RECORDS FOR THE TASK: Begin

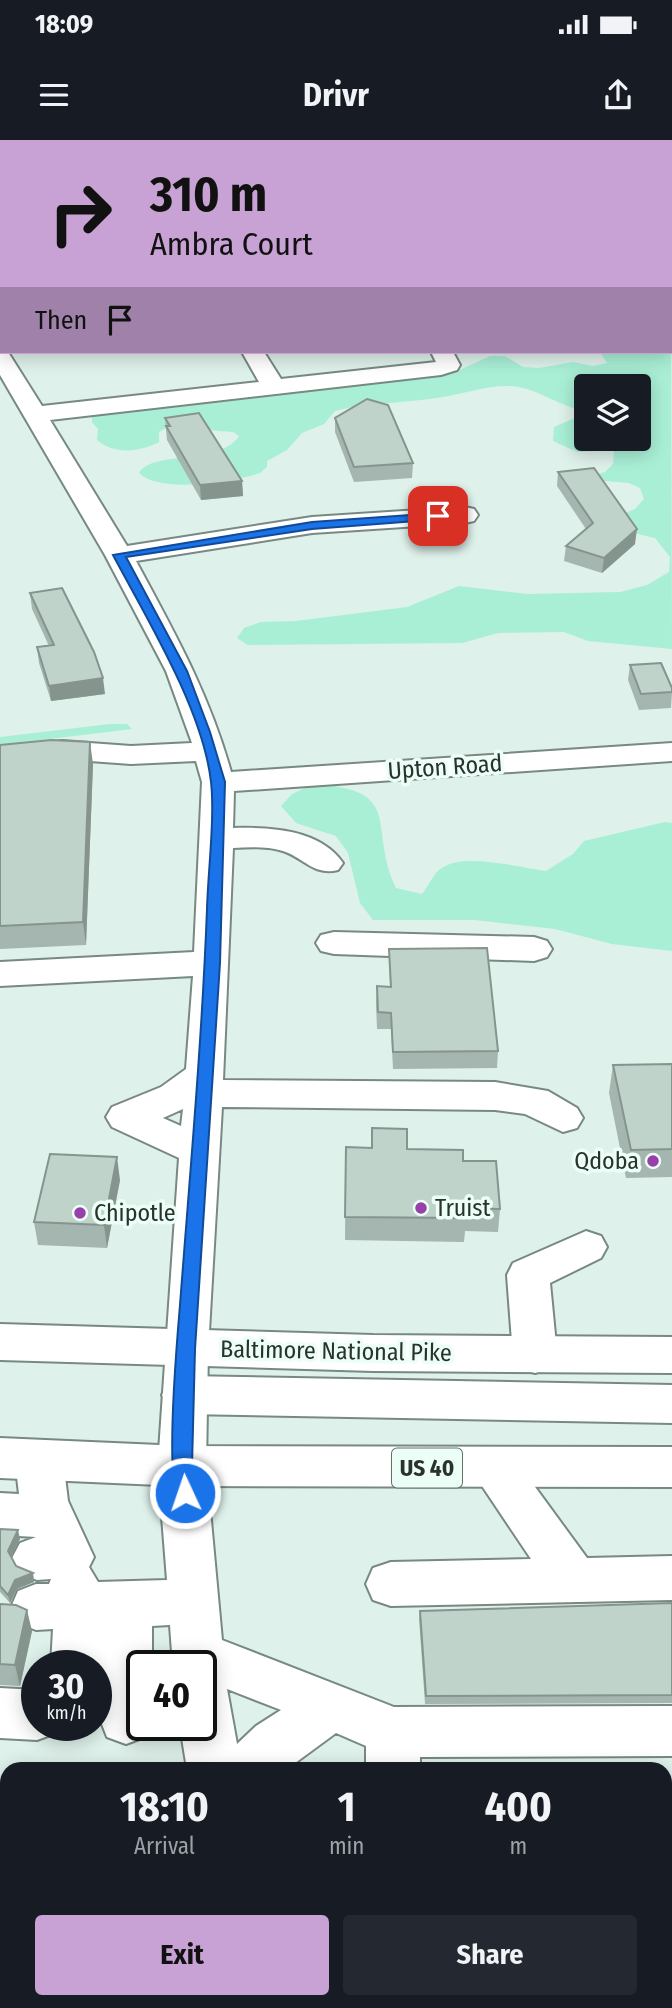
<!DOCTYPE html>
<html lang="en">
<head>
<meta charset="utf-8">
<style>
	body { margin:0; font-family:"Fira Sans Condensed",sans-serif; background:#242831; color:#f1f3f6; height:100vh; display:flex; flex-direction:column; font-size:26px; white-space:nowrap }
	* { box-sizing:border-box; margin:0 }
	p { font-size:23px; color:#9ea1a6 }
	.icon { flex:none; width:38px; height:38px; fill:none; stroke:currentColor; stroke-width:2; stroke-linecap:round; stroke-linejoin:round }
	.map { position:relative; flex:1; overflow:hidden }
	.drawer { position:absolute; left:0px; top:1622px; width:672px; height:247px; display:flex; flex-direction:column; background:#171b24; border-radius:21px 21px 0 0; box-shadow:0 4px 18px #0003 }
	.drawer>* { flex:none }
	.top-card { position:absolute; left:0px; top:0px; width:672px; height:214px; box-shadow:0 4px 18px #0003; background:#c8a2d4; color:#111; overflow:hidden }
	.buttons { position:absolute; left:574px; top:234px; display:grid; gap:14px }
	.buttons a { display:grid; place-items:center; width:77px; height:77px; border-radius:7px; background:#171b24; box-shadow:0 4px 18px #0003; font-size:35px }
	.speed { position:absolute; left:21px; top:1510px; display:flex; gap:14px; font-size:35px; font-weight:700; text-align:center }
	.speed>* { display:grid; place-content:center; width:91px; height:91px; border-radius:50%; background:#171b24; box-shadow:0 4px 18px #0003; line-height:1 }
	.speed small { font-size:18px; font-weight:400 }
	.speed .limit { border:4px solid #111; border-radius:10px; background:#fff; color:#111 }
	.pin { position:absolute; display:grid; place-items:center; width:60px; height:60px; color:#fff; margin:-30px; border-radius:14px; box-shadow:0 4px 10px #0006 }
	.me { position:absolute; width:77px; margin:-38px; rotate:357deg; stroke-linejoin:round; filter:drop-shadow(0 0 5px #0008) }
	.turn { display:flex; align-items:center; gap:24px; height:147px; padding:0 35px; font-size:32px }
	.turn .icon { width:91px; height:91px; stroke-width:2.5 }
	.turn b { display:block; font-size:49px; line-height:60px }
	.then { display:flex; align-items:center; height:66px; padding:0 35px; background:#0003; gap:14px; font-size:26px }
	.eta { display:flex; justify-content:space-evenly; align-items:center; height:119px; text-align:center }
	.eta b { font-size:42px; font-weight:700; line-height:49px }
	.primary-button { display:flex; gap:14px; margin-top:auto; padding:14px 35px }
	.primary-button a { flex:1; height:80px; border-radius:7px; background:#c8a2d4; color:#111; font-size:28px; font-weight:700; line-height:80px; text-align:center }
	.primary-button a+a { background:#242831; color:#f1f3f6 }
	.status { display:flex; justify-content:space-between; align-items:center; height:49px; padding:0 35px; background:#171b24; direction:ltr }
	.status svg { height:19px; fill:currentColor }
	header { display:flex; justify-content:space-between; align-items:center; height:91px; padding:0 35px; background:#171b24; font-size:32px; font-weight:700 }
	.map>svg:first-child { display:block }
	.green { fill:#a9efd6; fill-rule:evenodd }
	.lines { fill:none; stroke-linecap:round; stroke-linejoin:round }
	.stream { fill:#67d9b5; fill-rule:evenodd }
	.minor-casing { stroke:#778982; stroke-width:4 }
	.major-casing { stroke:#778982; stroke-width:4 }
	.minor { fill:#fff; fill-rule:evenodd }
	.major { fill:#fff; fill-rule:evenodd }
	.wall { fill:#a5b5af }
	.shaded-wall { fill:#86948e }
	.building { fill:#c0d3cb; stroke:#86948e; stroke-width:2 }
	.route { fill:#1a73e8; stroke:#114b97; stroke-width:2 }
	.poi-dot { fill:#973fab; stroke:#ebfff7; stroke-width:2.5 }
	.labels { text-anchor:middle; stroke-width:7; stroke-linejoin:round; paint-order:stroke }
	.shield { fill:#ebfff7; stroke:#646f6a; stroke-width:2 }
	.shield-label { font-size:23px; font-weight:bold; fill:#2a312e }
	.street-label { font-size:24px; fill:#2a312e; stroke:#ebfff7 }
	.poi-label { font-size:24px; fill:#2a312e; stroke:#ebfff7; text-anchor:start }
</style>
</head>
<body>
<div class="status"><b>18:09</b><svg viewBox="0 0 49 12"><path d="M0 12V9h3v3zM5 12V6h3v6zM10 12V3h3v9zM15 12V0h3v12zM26 1h20v11H26zM47 4h2v5h-2z"/></svg></div>
<header><svg class="icon" aria-label="menu" viewBox="0 0 24 24"><path d="M4 6h16M4 12h16M4 18h16"/></svg>Drivr<svg class="icon" aria-label="share" viewBox="0 0 24 24"><path d="M12 15V3M7 8l5-5 5 5M5 13v7h14v-7"/></svg></header>
<div class="map">
<svg width="672" height="1868" viewBox="0 0 672 1868">
	<rect width="100%" height="100%" fill="#def1ea"/>
	<!-- green -->
	<g class="green">
		<path d="M671,146L672,509L588,501L564,492L498,493L462,503L248,505L237,498L244,488L261,482L296,481L407,467L459,446L528,454L620,452L647,445L669,432L670,417L655,398L612,388L615,377L635,369L644,359L640,348L629,343L594,340L593,335L605,332L613,324L614,310L577,312L553,301L554,287L582,275L580,270C559,265 540,251 519,247C493,243 469,253 443,257C407,263 371,262 335,271L324,284L302,293L287,310L267,321V327L260,333C233,342 160,354 139,333C150,311 222,324 239,296L233,292L168,287L159,292V302C140,312 114,315 97,300L98,289L92,282V273L408,236L451,234L490,216H505L523,227L539,228L573,222L593,226L607,223L600,212H670ZM586,247H639V299H586Z"/>
		<polygon points="110,584 127,584 132,589 0,605 0,597"/>
		<path d="M314,644C406,650 367,686 396,748L422,754C428,747 434,732 442,728C464,712 521,728 546,731L573,714L584,701L665,682L672,683V811L612,804L555,789L474,780H373L360,763L348,713L336,696L296,683L281,666L292,654Z"/>
		<polygon points="0,1781 7,1781 7,1862 192,1862 193,1868 0,1868"/>
	</g>
	<g class="lines">
		<!-- stream -->
		<rect class="stream" x="670" y="28" width="2" height="4"/>
		<!-- minor casing -->
		<g class="minor-casing">
			<g id="minor">
				<rect x="0" y="100" width="2" height="12"/>
				<path d="M0,209L8,212L42,266L259,242L242,212H264L281,239L436,222L431,212H453L460,225L457,230L441,235L50,280L127,406L312,377L465,367L474,369L478,375L474,381L465,383L312,393L136,421C174,492 209,553 231,632L672,603V621L234,651L233,688C270,687 320,689 343,723L338,730C314,736 304,718 283,711C267,706 249,707 233,708L223,940L495,942L548,951L577,968L583,978L577,988L563,992L525,974L495,970L222,967L208,1209L206,1326L222,1500L394,1567L672,1566V1616L420,1617V1629H366V1606L336,1593L287,1629H187L180,1586H201V1526H173L170,1485L152,1486V1526H142V1586H150L145,1597L126,1604L107,1597L100,1579L101,1531L96,1541V1526H51L53,1489L36,1490L18,1483L11,1467L18,1451L36,1444H49L51,1439L37,1440L20,1433L12,1418L20,1403L36,1397L0,1395V1353L19,1354L15,1320L22,1306L39,1300L56,1306L63,1320L68,1361L94,1417L89,1427L98,1442L167,1440L158,1326L179,1018L112,987L106,977L112,967L161,947L186,929L193,836L0,846V822L194,812L202,642L196,621L131,624L62,619L0,627V609L62,601L131,606L192,603L166,531L105,415L0,235ZM183,969L181,986L163,978ZM227,1549L281,1570L256,1586L237,1604Z"/>
				<polygon points="334,792 534,797 547,801 552,809 547,817 534,821 334,814 321,811 316,803 321,795"/>
				<polygon points="586,1091 601,1096 607,1107 601,1118 550,1143 557,1215 551,1228 535,1233 519,1228 513,1215 507,1135 513,1123"/>
				<polygon points="494,1308 511,1314 587,1418 672,1416 672,1460 391,1466 373,1460 366,1444 373,1428 391,1422 531,1419 470,1328 477,1314"/>
				<polygon points="0,1548 37,1550 37,1586 59,1586 56,1593 37,1600 0,1598"/>
				<polygon points="665,1833 672,1834 672,1868 633,1868 631,1862 665,1862"/>
				<polygon points="225,1862 283,1862 285,1868 225,1868"/>
			</g>
		</g>
		<!-- major casing -->
		<g class="major-casing">
			<g id="major">
				<polygon points="0,1184 373,1195 672,1197 672,1233 373,1231 0,1220"/>
				<polygon points="185,1236 672,1245 672,1283 185,1274 169,1268 162,1255 169,1242"/>
				<polygon points="0,1298 182,1306 672,1307 672,1347 182,1346 0,1338"/>
			</g>
		</g>
		<!-- minor -->
		<use href="#minor" class="minor"/>
		<!-- major -->
		<use href="#major" class="major"/>
	</g>
	<!-- wall -->
	<g class="wall">
		<polygon points="165,278 242,341 243,356 201,360 167,300"/>
		<polygon points="335,278 413,323 412,338 354,342 335,292"/>
		<polygon points="558,332 635,404 602,433 564,421 566,406 586,389 557,346"/>
		<polygon points="30,453 105,554 51,561 39,523 37,507 49,506 32,469"/>
		<polygon points="630,525 672,552 671,568 639,570 628,540"/>
		<polygon points="0,605 93,624 86,805 0,809"/>
		<polygon points="389,809 498,911 497,928 393,929 391,889 377,889 376,863 377,846 390,847"/>
		<polygon points="672,924 672,1037 626,1038 609,953 613,925"/>
		<polygon points="346,1007 407,1009 463,1021 500,1069 498,1092 465,1091 464,1102 345,1100"/>
		<polygon points="120,1040 107,1108 38,1105 34,1082"/>
		<polygon points="0,1389 20,1399 11,1417 16,1426 33,1433 34,1442 17,1449 10,1463 0,1452"/>
		<polygon points="672,1463 672,1563 425,1564 419,1479 420,1471"/>
		<polygon points="0,1464 32,1491 20,1546 0,1545"/>
		<rect x="665" y="1650" width="7" height="136"/>
	</g>
	<!-- shaded-wall -->
	<g class="shaded-wall">
		<polygon points="242,341 243,356 201,360 200,345"/>
		<polygon points="637,389 635,404 602,433 604,418"/>
		<polygon points="103,538 105,554 51,561 49,546"/>
		<polygon points="90,602 93,624 86,805 83,782"/>
		<polygon points="117,1017 120,1040 107,1108 104,1085"/>
		<polygon points="18,1390 20,1399 10,1419 8,1411"/>
		<polygon points="33,1433 34,1442 17,1449 10,1463 8,1455 15,1440"/>
		<polygon points="27,1470 32,1491 20,1546 15,1525"/>
	</g>
	<!-- building -->
	<g class="building">
		<polygon points="367,259 388,265 413,323 354,327 335,278"/>
		<polygon points="199,273 242,341 200,345 166,286 170,286 165,278"/>
		<polygon points="594,328 637,389 604,418 566,406 593,383 558,332"/>
		<polygon points="62,448 94,512 103,538 49,546 37,507 54,505 30,453"/>
		<polygon points="661,523 672,548 672,552 641,554 630,525"/>
		<polygon points="51,600 90,602 83,782 0,786 0,605"/>
		<polygon points="487,808 498,911 393,912 391,873 378,872 377,846 391,847 389,809"/>
		<polygon points="672,924 672,1009 631,1010 613,925"/>
		<polygon points="372,988 407,989 407,1009 463,1010 463,1021 496,1021 500,1069 465,1068 466,1078 345,1077 346,1007 372,1008"/>
		<polygon points="50,1014 117,1017 104,1085 34,1082"/>
		<polygon points="0,1389 18,1390 8,1411 16,1426 33,1433 15,1440 8,1455 0,1446"/>
		<polygon points="672,1463 672,1555 426,1556 420,1471"/>
		<polygon points="0,1464 16,1465 27,1470 15,1525 0,1524"/>
		<rect x="665" y="1650" width="7" height="117"/>
	</g>
	<!-- route -->
	<path class="route" d="M438,373L442,374V379L312,389L126,417L187,531L210,592L225,642L220,823L195,1209L192,1326L195,1353L192,1359L185,1362L178,1359C165,1333 177,1201 180,1165C190,1033 202,901 207,769C208,732 215,677 211,642C203,570 147,479 113,415L312,382Z"/>
	<!-- markers -->
	<g class="poi-dot">
		<circle cx="653" cy="1021" r="7"/>
		<circle cx="421" cy="1068" r="7"/>
		<circle cx="80" cy="1073" r="7"/>
	</g>
	<g class="labels">
		<!-- shield labels -->
		<rect class="shield" x="392" y="1308.5" width="70" height="39" rx="5"/>
		<g class="shield-label">
			<text x="427" y="1336">US 40</text>
		</g>
		<!-- street labels -->
		<g class="street-label">
			<text transform="translate(445 627) rotate(-4)" y="8">Upton Road</text>
			<text transform="translate(336 1211) rotate(1)" y="8">Baltimore National Pike</text>
		</g>
		<!-- poi labels -->
		<g class="poi-label">
			<text x="639" y="1029" text-anchor="end">Qdoba</text>
			<text x="435" y="1076">Truist</text>
			<text x="94" y="1081">Chipotle</text>
		</g>
	</g>
</svg>
<div class="buttons">
<a><svg class="icon" aria-label="layers" viewBox="0 0 24 24"><path d="M12 4l9 5-9 5-9-5zM3 14l9 5 9-5"/></svg></a>
</div>
<div class="speed"><div>30<small>km/h</small></div><div class="limit">40</div></div>
<div class="pin" style="left:438px;top:376px;background:#d93025"><svg class="icon" aria-label="arrive" viewBox="0 0 24 24"><path d="M6 21V4h12l-3 4 3 4H6"/></svg></div>
<svg class="me" style="left:185px;top:1353px" viewBox="-20 -20 40 40"><circle r="17" fill="#1a73e8" stroke="#fff" stroke-width="3"/><path d="M0-11L8 9 0 5-8 9z" fill="#fff"/></svg>
<div class="top-card">
<div class="turn"><svg class="icon" aria-label="right" viewBox="0 0 24 24"><path d="M7 20v-9h11M14 6l5 5-5 5"/></svg><div><b>310 m</b>Ambra Court</div></div>
<div class="then">Then<svg class="icon" aria-label="arrive" viewBox="0 0 24 24"><path d="M6 21V4h12l-3 4 3 4H6"/></svg></div>
</div>
<section class="drawer">
<div class="eta">
<div><b>18:10</b><p>Arrival</p></div>
<div><b>1</b><p>min</p></div>
<div><b>400</b><p>m</p></div>
</div>
<div class="primary-button"><a>Exit</a><a>Share</a></div>
</section>
</div>
</body>
</html>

RECORDS FOR THE TASK: End

* WHAT YOU SHOULD DO *
Repeat, with no pictures, each line from the beginning of the data through the line containing "border:4px solid #111;", inclusive.

* SOLUTION TO THE PROBLEM *
<!DOCTYPE html>
<html lang="en">
<head>
<meta charset="utf-8">
<style>
	body { margin:0; font-family:"Fira Sans Condensed",sans-serif; background:#242831; color:#f1f3f6; height:100vh; display:flex; flex-direction:column; font-size:26px; white-space:nowrap }
	* { box-sizing:border-box; margin:0 }
	p { font-size:23px; color:#9ea1a6 }
	.icon { flex:none; width:38px; height:38px; fill:none; stroke:currentColor; stroke-width:2; stroke-linecap:round; stroke-linejoin:round }
	.map { position:relative; flex:1; overflow:hidden }
	.drawer { position:absolute; left:0px; top:1622px; width:672px; height:247px; display:flex; flex-direction:column; background:#171b24; border-radius:21px 21px 0 0; box-shadow:0 4px 18px #0003 }
	.drawer>* { flex:none }
	.top-card { position:absolute; left:0px; top:0px; width:672px; height:214px; box-shadow:0 4px 18px #0003; background:#c8a2d4; color:#111; overflow:hidden }
	.buttons { position:absolute; left:574px; top:234px; display:grid; gap:14px }
	.buttons a { display:grid; place-items:center; width:77px; height:77px; border-radius:7px; background:#171b24; box-shadow:0 4px 18px #0003; font-size:35px }
	.speed { position:absolute; left:21px; top:1510px; display:flex; gap:14px; font-size:35px; font-weight:700; text-align:center }
	.speed>* { display:grid; place-content:center; width:91px; height:91px; border-radius:50%; background:#171b24; box-shadow:0 4px 18px #0003; line-height:1 }
	.speed small { font-size:18px; font-weight:400 }
	.speed .limit { border:4px solid #111; border-radius:10px; background:#fff; color:#111 }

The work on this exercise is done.